FRIDAY 31 AUGUST – Reykjavik is the only city in Iceland and we are now docked in Akyreyri the largest town. Situated at the end of a side arm from one of the longest fjords it still looks really tiny. A couple of nights ago they had their first snowfall of the season which makes the mountain tops look pretty. Steve opts out of a walk so I explore alone. There’s little to see, an old street, attractive modern church with a quirky stained glass window that came from Coventry cathedral. The botanical gardens are charming and I continue to the old town below which is reclaimed land with some interesting style modern houses. It’s all pleasant but nothing is outstanding. Steve is looking a bit better and joins me for lunch.
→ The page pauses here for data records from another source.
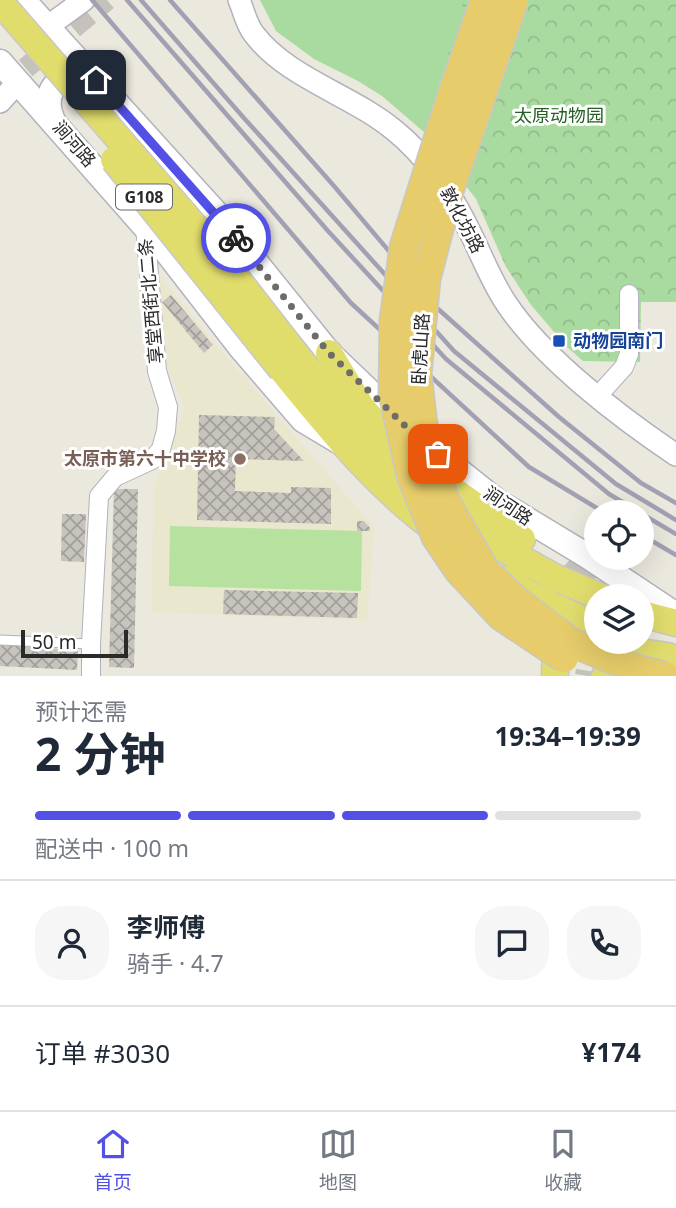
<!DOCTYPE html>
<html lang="zh">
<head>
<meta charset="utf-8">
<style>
  :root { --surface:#fff; --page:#f6f6f7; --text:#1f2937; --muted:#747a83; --line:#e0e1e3; --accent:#5250e6 }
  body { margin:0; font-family:"Noto Sans","Noto Sans SC",sans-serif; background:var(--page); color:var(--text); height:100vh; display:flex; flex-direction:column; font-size:26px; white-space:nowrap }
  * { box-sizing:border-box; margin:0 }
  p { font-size:23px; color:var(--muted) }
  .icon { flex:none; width:38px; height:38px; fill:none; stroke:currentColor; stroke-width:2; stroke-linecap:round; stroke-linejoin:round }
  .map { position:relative; height:676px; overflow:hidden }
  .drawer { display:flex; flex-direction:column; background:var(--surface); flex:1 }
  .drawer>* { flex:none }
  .tools { position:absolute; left:584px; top:500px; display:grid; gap:14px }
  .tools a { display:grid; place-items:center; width:70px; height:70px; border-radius:50%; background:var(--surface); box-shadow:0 7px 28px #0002; font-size:35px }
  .scale { position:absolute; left:21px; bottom:18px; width:107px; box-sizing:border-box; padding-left:7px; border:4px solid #2a2a2a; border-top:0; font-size:19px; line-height:24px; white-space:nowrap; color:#2a2a2a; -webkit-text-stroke:5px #fff; paint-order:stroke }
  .pin { position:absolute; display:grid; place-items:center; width:60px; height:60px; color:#fff; margin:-30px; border-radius:14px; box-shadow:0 4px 10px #0006 }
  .courier { position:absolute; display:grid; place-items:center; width:70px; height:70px; margin:-35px; border:5px solid #5250e6; border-radius:50%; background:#fff; color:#222; box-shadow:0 2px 9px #0007 }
  .head em { font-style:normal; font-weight:700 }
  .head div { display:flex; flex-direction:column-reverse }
  .head { display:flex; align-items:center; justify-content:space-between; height:119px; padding:0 35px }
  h1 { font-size:46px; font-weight:700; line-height:52px }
  .bar { display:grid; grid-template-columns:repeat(4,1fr); gap:10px 7px; align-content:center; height:84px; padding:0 35px }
  .bar i { height:9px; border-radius:5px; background:var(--line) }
  .bar .current { background:var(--accent) }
  .bar p { grid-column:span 4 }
  .line { display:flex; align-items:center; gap:18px; padding:0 35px; border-top:2px solid var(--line) }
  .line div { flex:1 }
  .round { display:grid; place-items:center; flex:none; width:74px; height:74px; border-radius:28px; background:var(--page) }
  .tabs { display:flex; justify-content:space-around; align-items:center; height:98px; border-top:2px solid var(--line); background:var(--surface); font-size:19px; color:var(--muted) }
  .tabs a { display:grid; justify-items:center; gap:4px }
  .tabs .current { color:var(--accent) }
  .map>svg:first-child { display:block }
</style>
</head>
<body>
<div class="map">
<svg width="676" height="676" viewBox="0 0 676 676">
  <defs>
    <pattern id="park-crowns" width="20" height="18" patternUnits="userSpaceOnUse" patternTransform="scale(1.75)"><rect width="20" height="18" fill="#a9dba1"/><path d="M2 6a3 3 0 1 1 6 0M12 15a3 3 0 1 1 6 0" fill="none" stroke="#92bc8b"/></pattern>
    <pattern id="building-cross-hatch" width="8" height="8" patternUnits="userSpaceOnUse" patternTransform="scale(1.75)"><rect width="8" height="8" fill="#c6c4bd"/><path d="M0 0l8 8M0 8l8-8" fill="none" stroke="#a19f9a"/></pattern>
  </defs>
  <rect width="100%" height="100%" fill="#ebe8de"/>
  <!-- education -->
  <polygon fill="#eae7cf" points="159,275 210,338 374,527 367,621 151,612 154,487 185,407 168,370"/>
  <!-- grass -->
  <polygon fill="#a9dba1" points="260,0 465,0 425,133 382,96 358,81 314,59 276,31"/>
  <!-- park -->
  <polygon fill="url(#park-crowns)" points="464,0 676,0 676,302 641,302 640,362 583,361 566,346 531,305 506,267 476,199 425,133"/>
  <!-- pitch -->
  <polygon fill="#b7e19e" points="170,526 362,531 361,591 169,586"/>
  <!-- building -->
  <g fill="url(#building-cross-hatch)">
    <polygon points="171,295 213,345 204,353 162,302"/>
    <polygon points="199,415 275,417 274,429 304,461 236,459 235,491 291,493 291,487 331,488 331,524 197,520"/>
    <polygon points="114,489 138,489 134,668 109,667"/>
    <polygon points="62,514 86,514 84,562 61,561"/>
    <polygon points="357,521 364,521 370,528 370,531 357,531"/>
    <polygon points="224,590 358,593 357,618 223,614"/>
    <polygon points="0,645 78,650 77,670 0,666"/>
  </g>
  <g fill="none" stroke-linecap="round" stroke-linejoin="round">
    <!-- tertiary-tunnel -->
    <polyline stroke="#c4c2ba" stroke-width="21" stroke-dasharray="21 10" stroke-linecap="butt" points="2,88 107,0"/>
    <!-- primary-tunnel -->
    <polyline stroke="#c4c2ba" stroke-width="26" stroke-dasharray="26 13" stroke-linecap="butt" points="566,564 583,579 593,607 595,632 588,676"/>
    <defs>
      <polyline id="service" points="0,640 91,644"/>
      <g id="minor">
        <polyline points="605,388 624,367 629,354 629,294"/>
        <polyline points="91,676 91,644 99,496 115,477 152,460 161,449 166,431 168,407 157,371 145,226"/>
      </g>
      <g id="tertiary">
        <path d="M239 0C244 11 246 24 254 34 287 78 352 95 394 130 429 158 453 196 472 236 483 259 492 282 506 303 542 358 621 418 676 455"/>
        <polyline points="47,27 84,0"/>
        <polyline points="0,102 17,83"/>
      </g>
      <g id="secondary">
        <polyline points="23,0 216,213 329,353 418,438 498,502 589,557 676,615"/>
        <polyline points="0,62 162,246 241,348 303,420 338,441"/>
        <path d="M53 121C41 95 56 72 85 76"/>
      </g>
      <g id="primary">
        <polyline points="329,353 362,408 398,448"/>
        <polyline points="297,356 358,432 419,490"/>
        <path d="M282 370C331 430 377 488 441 534"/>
        <polyline points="428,472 522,539"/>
        <polyline points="450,513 504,549 552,576 601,597"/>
        <polyline points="507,579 529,594 597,627"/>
        <polyline points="642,614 676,623"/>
        <polyline points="553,635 556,640 555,676"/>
        <polyline points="605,676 609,664 634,651 668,656"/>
      </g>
    </defs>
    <!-- service casing -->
    <use href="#service" stroke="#b2b2bc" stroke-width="11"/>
    <!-- minor casing -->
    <use href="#minor" stroke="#b2b2bc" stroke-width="20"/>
    <!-- tertiary casing -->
    <use href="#tertiary" stroke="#b2b2bc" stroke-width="24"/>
    <!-- secondary casing -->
    <use href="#secondary" stroke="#b2b2bc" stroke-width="27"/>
    <!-- primary casing -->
    <use href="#primary" stroke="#c8c8c8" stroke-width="29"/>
    <!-- service -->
    <use href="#service" stroke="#fff" stroke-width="9"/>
    <!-- minor -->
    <use href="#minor" stroke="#fff" stroke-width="18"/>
    <!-- tertiary -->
    <use href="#tertiary" stroke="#fff" stroke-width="21"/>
    <!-- secondary -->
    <use href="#secondary" stroke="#fff" stroke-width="24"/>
    <!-- primary -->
    <use href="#primary" stroke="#e1dd6d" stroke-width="26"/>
    <!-- rail -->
    <g stroke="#a2a1b3" stroke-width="4.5">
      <polyline points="92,0 351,303 529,467 605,513"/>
      <polyline points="127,0 328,231 446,359 609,494 641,513"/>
      <polyline points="141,0 243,117 454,351 616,484 676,520"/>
      <polyline points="170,0 334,186 437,308 559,417 641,483 676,503"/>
      <polyline points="642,514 676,534"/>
      <polyline points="642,535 676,555"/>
    </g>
    <defs>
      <g id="primary-bridge">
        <polyline points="0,2 211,245 297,356"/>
        <polyline points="114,160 282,370"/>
      </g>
      <g id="trunk-bridge">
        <polyline points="485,0 454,89 404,247 394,320 393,393 411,475 436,537 459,571 501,616 564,658"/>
        <polyline points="514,0 448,194 426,279 417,374 423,425 444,499 486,572 517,601 571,642 636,669 665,676"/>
      </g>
    </defs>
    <!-- primary-bridge casing -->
    <use href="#primary-bridge" stroke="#c8c8c8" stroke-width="29" stroke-linecap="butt"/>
    <!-- trunk-bridge casing -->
    <use href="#trunk-bridge" stroke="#c8c8c8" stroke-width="31" stroke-linecap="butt"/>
    <!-- primary-bridge -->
    <use href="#primary-bridge" stroke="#e1dd6d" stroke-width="26"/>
    <!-- trunk-bridge -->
    <use href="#trunk-bridge" stroke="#e6cc6a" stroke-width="28"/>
  </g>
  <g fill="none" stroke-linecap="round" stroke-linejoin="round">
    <!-- done -->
    <polyline stroke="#6e6c69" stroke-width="7" stroke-dasharray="0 12.6" points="236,238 329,353 418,438 438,454"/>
    <!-- route -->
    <polyline stroke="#5250e6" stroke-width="9" points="96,80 236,238"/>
  </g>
  <!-- markers -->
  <rect fill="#1a4fb4" stroke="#fff" stroke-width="2.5" x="552" y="334" width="14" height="14" rx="3.5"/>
  <circle fill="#8d6e63" stroke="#fff" stroke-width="2.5" cx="240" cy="459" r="7"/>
  <g text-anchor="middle" stroke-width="6" stroke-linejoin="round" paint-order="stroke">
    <!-- shield labels -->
    <rect fill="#fff" stroke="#6a6a6a" stroke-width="2" x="116" y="184.5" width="56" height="25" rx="5"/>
    <g font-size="16" font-weight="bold" fill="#2a2a2a">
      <text x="144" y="203">G108</text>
    </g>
    <!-- park labels -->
    <g font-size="18" fill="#236022" stroke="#fff">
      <text x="559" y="122">太原动物园</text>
    </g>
    <!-- street labels -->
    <g font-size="18" fill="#2a2a2a" stroke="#fff">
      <text transform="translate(74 144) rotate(49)" y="6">涧河路</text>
      <text transform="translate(462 220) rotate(62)" y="6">敦化坊路</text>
      <text transform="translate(151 301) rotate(-95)" y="6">享堂西街北二条</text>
      <text transform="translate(421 349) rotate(-87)" y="6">卧虎山路</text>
      <text transform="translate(508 506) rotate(34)" y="6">涧河路</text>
    </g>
    <!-- transit labels -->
    <g font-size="18" font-weight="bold" fill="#164399" stroke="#fff" text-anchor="start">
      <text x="573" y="347">动物园南门</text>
    </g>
    <!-- education labels -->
    <g font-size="18" font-weight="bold" fill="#785e54" stroke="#fff" text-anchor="end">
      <text x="226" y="465">太原市第六十中学校</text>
    </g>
  </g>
</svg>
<div class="tools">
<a><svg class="icon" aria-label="locate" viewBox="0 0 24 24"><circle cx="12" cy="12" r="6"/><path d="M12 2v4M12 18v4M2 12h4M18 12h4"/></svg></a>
<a><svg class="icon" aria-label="layers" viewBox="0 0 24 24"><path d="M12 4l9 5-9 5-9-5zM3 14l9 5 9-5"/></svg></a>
</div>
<div class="scale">50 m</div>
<div class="pin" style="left:438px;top:454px;background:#ea580c"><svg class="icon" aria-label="bag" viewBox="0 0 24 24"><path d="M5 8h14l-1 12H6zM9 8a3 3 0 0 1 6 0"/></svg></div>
<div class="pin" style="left:96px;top:80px;background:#1f2937"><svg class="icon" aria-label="home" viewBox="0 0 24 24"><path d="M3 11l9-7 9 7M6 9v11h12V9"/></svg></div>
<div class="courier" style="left:236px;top:238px"><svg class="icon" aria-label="bike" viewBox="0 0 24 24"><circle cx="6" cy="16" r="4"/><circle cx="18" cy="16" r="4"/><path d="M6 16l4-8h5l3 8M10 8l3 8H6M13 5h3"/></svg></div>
</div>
<section class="drawer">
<div class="head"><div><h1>2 分钟</h1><p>预计还需</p></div><em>19:34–19:39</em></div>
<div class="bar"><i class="current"></i><i class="current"></i><i class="current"></i><i></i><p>配送中 · 100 m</p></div>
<div class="line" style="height:126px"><a class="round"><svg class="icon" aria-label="person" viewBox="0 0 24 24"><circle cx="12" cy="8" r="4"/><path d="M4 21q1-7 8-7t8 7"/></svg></a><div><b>李师傅</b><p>骑手 · 4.7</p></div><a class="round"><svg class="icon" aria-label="chat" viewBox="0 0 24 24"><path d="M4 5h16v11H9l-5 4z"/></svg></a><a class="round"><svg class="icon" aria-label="phone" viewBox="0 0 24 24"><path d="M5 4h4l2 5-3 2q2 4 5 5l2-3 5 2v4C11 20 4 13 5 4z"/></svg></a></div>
<div class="line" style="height:91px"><div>订单 #3030</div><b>¥174</b></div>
</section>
<nav class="tabs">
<a class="current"><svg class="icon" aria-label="home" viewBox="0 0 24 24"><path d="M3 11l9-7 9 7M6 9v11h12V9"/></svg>首页</a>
<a><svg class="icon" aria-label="map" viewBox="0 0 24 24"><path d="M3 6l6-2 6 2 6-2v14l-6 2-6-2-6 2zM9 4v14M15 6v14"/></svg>地图</a>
<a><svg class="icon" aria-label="saved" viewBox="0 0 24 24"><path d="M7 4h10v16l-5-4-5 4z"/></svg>收藏</a>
</nav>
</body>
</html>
We talk about the Fred Olsen ship and decide that for us it is lacking in the “wow” factor and a little too small in that there is no indoor pool and Jacuzzi area and only one theatre so no show alternatives. It’s a very old ship and lacks modernisation and has very old fashioned carpets etc but the vast majority of cruisers are repeat passengers so they are obviously doing something right. During our evening meal we are sailing out of the fjord and suddenly people begin to walk to the windows where we get a fine view of a whale. The people who went on the whale watching trip claim this to be a better sighting. Steve’s feet are still swollen but improve with rest.